Catherine dio media vuelta y desanduvo lo andado por el Embankment. Neumann ya se encontraba allí. Caminaba hacia ella, con las manos hundidas en los bolsillos del chaquetón y el sombrero de fieltro calado casi hasta los ojos. Tenía buena presencia para agente de campo: menudo de figura, anónimo y, sin embargo, vagamente amenazador. Si se le ponía un traje, también podía asistir a cualquier cóctel en Belgravia. Vestido como iba en aquel momento, podía pasear por los muelles más peligrosos de Londres sin que nadie se aventurara a meterse con él. Catherine se preguntó si Neumann habría estudiado arte dramático, como ella.

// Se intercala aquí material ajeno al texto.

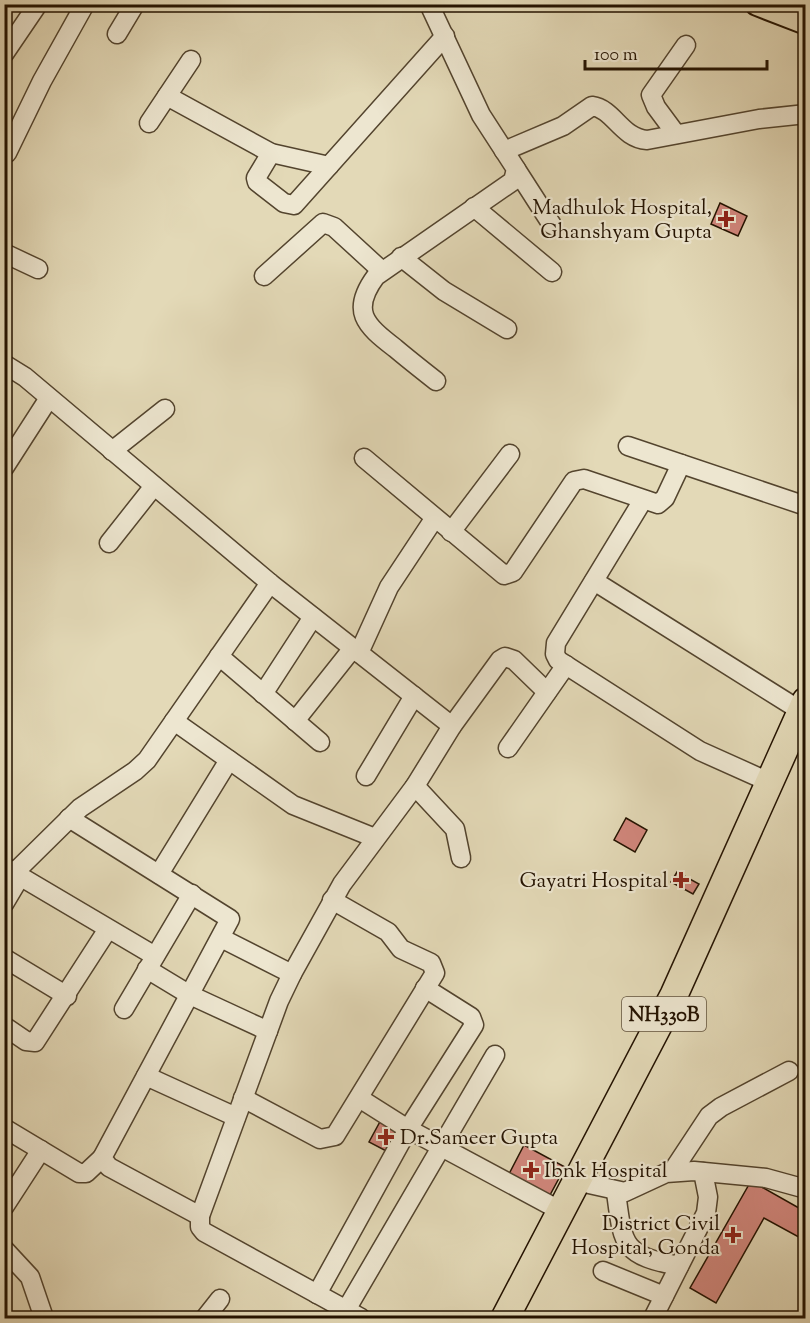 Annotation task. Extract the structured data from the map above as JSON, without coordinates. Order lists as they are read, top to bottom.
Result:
{
  "streets": {
    "highway": ["NH330B"]
  },
  "places": {
    "health": [
      "Madhulok Hospital, Ghanshyam Gupta",
      "Gayatri Hospital",
      "Dr.Sameer Gupta",
      "Ibnk Hospital",
      "District Civil Hospital, Gonda"
    ]
  },
  "scale_bar": "100 m"
} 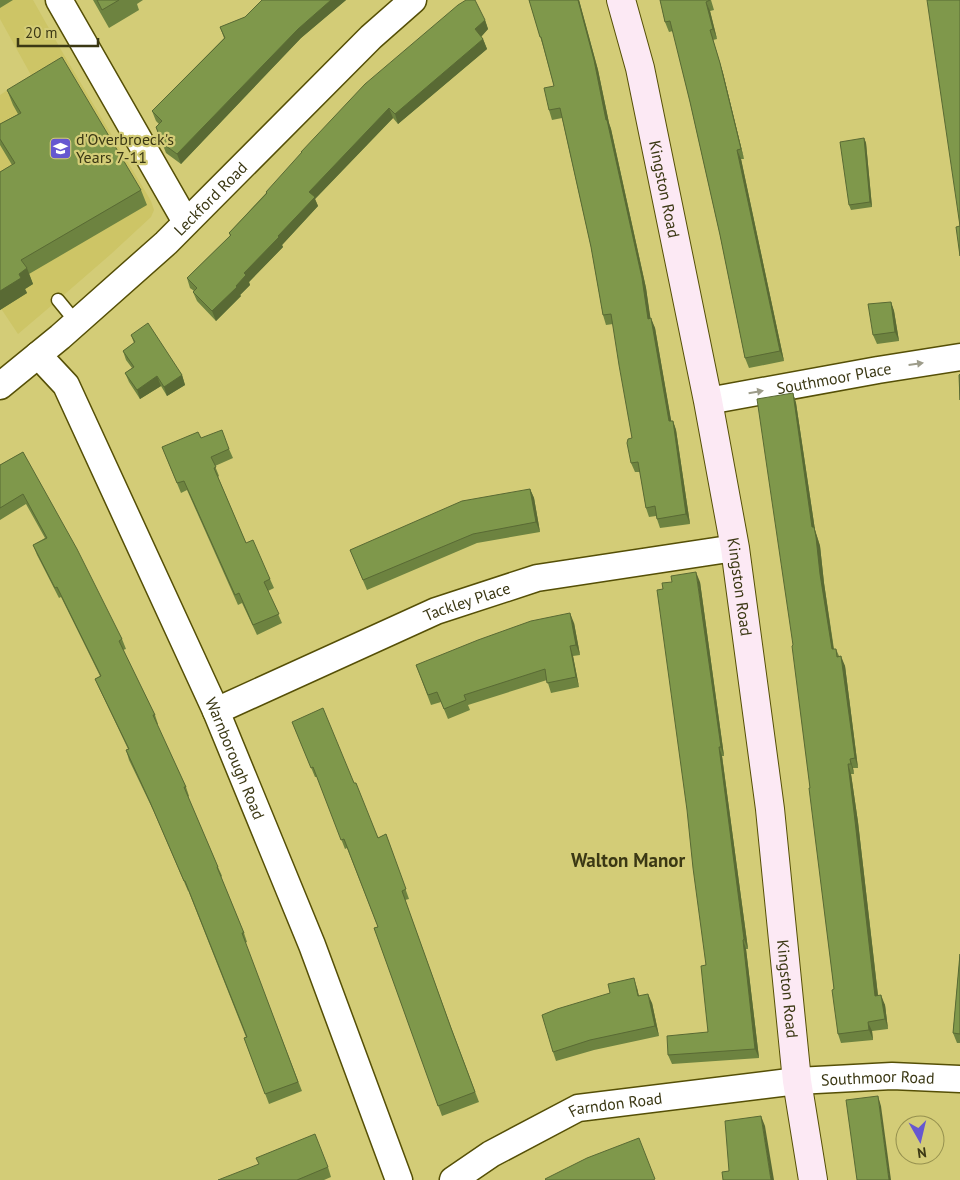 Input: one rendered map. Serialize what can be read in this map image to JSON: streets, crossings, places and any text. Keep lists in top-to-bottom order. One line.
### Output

– Tienes cara de no estar dispuesta a hacerle ascos a una taza de café -dijo Neumann-. Cerca de aquí hay un bar estupendo, cálido y acogedor
Le ofreció el brazo, Catherine aceptó y caminaron Embankment adelante. Hacía un frío intenso. Ella le entregó la película, que Neumann se echó al bolsillo como el que se guarda la calderilla de un cambio. Vogel le había entrenado bien.
– Sabes dónde has de entregar eso, supongo -dijo Catherine.
– Plaza de Cavendish. Un hombre de la embajada portuguesa llamado Hernandes lo recogerá esta tarde a las tres y lo incluirá en la valija diplomática. Estará en Lisboa esta noche y en Berlín mañana por la mañana.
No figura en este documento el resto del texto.